===== INPUT =====
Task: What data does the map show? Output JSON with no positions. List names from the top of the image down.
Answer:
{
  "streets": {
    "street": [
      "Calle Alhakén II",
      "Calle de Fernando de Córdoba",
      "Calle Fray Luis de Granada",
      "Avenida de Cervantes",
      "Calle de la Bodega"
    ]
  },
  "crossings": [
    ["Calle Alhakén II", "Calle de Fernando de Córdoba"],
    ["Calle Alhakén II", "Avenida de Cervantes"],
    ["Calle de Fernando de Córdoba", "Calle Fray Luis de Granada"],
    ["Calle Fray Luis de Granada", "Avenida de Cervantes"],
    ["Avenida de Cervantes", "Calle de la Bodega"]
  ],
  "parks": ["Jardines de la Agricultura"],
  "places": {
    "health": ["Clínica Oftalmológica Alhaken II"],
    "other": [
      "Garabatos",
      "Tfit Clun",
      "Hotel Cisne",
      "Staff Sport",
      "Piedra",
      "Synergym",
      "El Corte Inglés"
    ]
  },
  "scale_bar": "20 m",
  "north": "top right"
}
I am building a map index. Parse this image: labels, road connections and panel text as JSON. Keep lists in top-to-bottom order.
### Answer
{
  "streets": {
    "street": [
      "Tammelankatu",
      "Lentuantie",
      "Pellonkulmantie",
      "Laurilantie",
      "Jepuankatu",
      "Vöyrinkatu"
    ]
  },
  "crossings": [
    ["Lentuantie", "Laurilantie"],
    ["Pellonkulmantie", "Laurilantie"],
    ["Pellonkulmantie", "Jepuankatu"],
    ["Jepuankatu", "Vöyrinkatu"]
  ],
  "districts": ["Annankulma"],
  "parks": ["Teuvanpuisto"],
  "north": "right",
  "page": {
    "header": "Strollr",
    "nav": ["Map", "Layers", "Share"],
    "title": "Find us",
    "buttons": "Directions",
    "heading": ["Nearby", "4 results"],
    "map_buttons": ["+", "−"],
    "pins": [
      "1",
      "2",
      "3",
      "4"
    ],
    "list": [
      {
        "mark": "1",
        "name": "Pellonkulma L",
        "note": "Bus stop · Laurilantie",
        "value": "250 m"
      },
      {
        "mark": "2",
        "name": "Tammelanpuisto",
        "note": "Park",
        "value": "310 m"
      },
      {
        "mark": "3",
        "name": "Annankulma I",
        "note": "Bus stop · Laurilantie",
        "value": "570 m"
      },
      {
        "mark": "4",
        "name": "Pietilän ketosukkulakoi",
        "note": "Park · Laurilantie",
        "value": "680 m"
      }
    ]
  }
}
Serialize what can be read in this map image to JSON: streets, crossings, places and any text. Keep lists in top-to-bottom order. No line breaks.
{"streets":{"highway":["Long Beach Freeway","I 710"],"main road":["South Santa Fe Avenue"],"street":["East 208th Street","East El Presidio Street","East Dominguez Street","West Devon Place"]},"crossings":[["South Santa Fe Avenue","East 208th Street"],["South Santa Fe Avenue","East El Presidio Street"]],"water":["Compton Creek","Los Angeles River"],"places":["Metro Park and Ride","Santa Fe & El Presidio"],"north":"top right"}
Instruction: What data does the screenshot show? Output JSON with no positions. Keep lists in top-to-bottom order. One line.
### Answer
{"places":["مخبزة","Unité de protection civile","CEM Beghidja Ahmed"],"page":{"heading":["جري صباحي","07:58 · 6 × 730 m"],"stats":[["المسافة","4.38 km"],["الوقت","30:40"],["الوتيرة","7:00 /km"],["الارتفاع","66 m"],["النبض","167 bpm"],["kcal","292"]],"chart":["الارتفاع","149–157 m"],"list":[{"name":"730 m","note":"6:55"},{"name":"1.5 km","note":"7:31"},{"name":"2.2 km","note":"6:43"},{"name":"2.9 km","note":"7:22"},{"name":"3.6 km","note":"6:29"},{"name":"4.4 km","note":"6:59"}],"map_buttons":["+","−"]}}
=====
### YOUR TASK
Print every entry from the material exactly.

### SOLVED EXERCISE
Task: What data does the map show? Output JSON with no positions. List names from the top of the image down.
Answer:
{
  "streets": {
    "street": [
      "Calle Alhakén II",
      "Calle de Fernando de Córdoba",
      "Calle Fray Luis de Granada",
      "Avenida de Cervantes",
      "Calle de la Bodega"
    ]
  },
  "crossings": [
    ["Calle Alhakén II", "Calle de Fernando de Córdoba"],
    ["Calle Alhakén II", "Avenida de Cervantes"],
    ["Calle de Fernando de Córdoba", "Calle Fray Luis de Granada"],
    ["Calle Fray Luis de Granada", "Avenida de Cervantes"],
    ["Avenida de Cervantes", "Calle de la Bodega"]
  ],
  "parks": ["Jardines de la Agricultura"],
  "places": {
    "health": ["Clínica Oftalmológica Alhaken II"],
    "other": [
      "Garabatos",
      "Tfit Clun",
      "Hotel Cisne",
      "Staff Sport",
      "Piedra",
      "Synergym",
      "El Corte Inglés"
    ]
  },
  "scale_bar": "20 m",
  "north": "top right"
}
I am building a map index. Parse this image: labels, road connections and panel text as JSON. Keep lists in top-to-bottom order.
### Answer
{
  "streets": {
    "street": [
      "Tammelankatu",
      "Lentuantie",
      "Pellonkulmantie",
      "Laurilantie",
      "Jepuankatu",
      "Vöyrinkatu"
    ]
  },
  "crossings": [
    ["Lentuantie", "Laurilantie"],
    ["Pellonkulmantie", "Laurilantie"],
    ["Pellonkulmantie", "Jepuankatu"],
    ["Jepuankatu", "Vöyrinkatu"]
  ],
  "districts": ["Annankulma"],
  "parks": ["Teuvanpuisto"],
  "north": "right",
  "page": {
    "header": "Strollr",
    "nav": ["Map", "Layers", "Share"],
    "title": "Find us",
    "buttons": "Directions",
    "heading": ["Nearby", "4 results"],
    "map_buttons": ["+", "−"],
    "pins": [
      "1",
      "2",
      "3",
      "4"
    ],
    "list": [
      {
        "mark": "1",
        "name": "Pellonkulma L",
        "note": "Bus stop · Laurilantie",
        "value": "250 m"
      },
      {
        "mark": "2",
        "name": "Tammelanpuisto",
        "note": "Park",
        "value": "310 m"
      },
      {
        "mark": "3",
        "name": "Annankulma I",
        "note": "Bus stop · Laurilantie",
        "value": "570 m"
      },
      {
        "mark": "4",
        "name": "Pietilän ketosukkulakoi",
        "note": "Park · Laurilantie",
        "value": "680 m"
      }
    ]
  }
}
Serialize what can be read in this map image to JSON: streets, crossings, places and any text. Keep lists in top-to-bottom order. No line breaks.
{"streets":{"highway":["Long Beach Freeway","I 710"],"main road":["South Santa Fe Avenue"],"street":["East 208th Street","East El Presidio Street","East Dominguez Street","West Devon Place"]},"crossings":[["South Santa Fe Avenue","East 208th Street"],["South Santa Fe Avenue","East El Presidio Street"]],"water":["Compton Creek","Los Angeles River"],"places":["Metro Park and Ride","Santa Fe & El Presidio"],"north":"top right"}
Instruction: What data does the screenshot show? Output JSON with no positions. Keep lists in top-to-bottom order. One line.
### Answer
{"places":["مخبزة","Unité de protection civile","CEM Beghidja Ahmed"],"page":{"heading":["جري صباحي","07:58 · 6 × 730 m"],"stats":[["المسافة","4.38 km"],["الوقت","30:40"],["الوتيرة","7:00 /km"],["الارتفاع","66 m"],["النبض","167 bpm"],["kcal","292"]],"chart":["الارتفاع","149–157 m"],"list":[{"name":"730 m","note":"6:55"},{"name":"1.5 km","note":"7:31"},{"name":"2.2 km","note":"6:43"},{"name":"2.9 km","note":"7:22"},{"name":"3.6 km","note":"6:29"},{"name":"4.4 km","note":"6:59"}],"map_buttons":["+","−"]}}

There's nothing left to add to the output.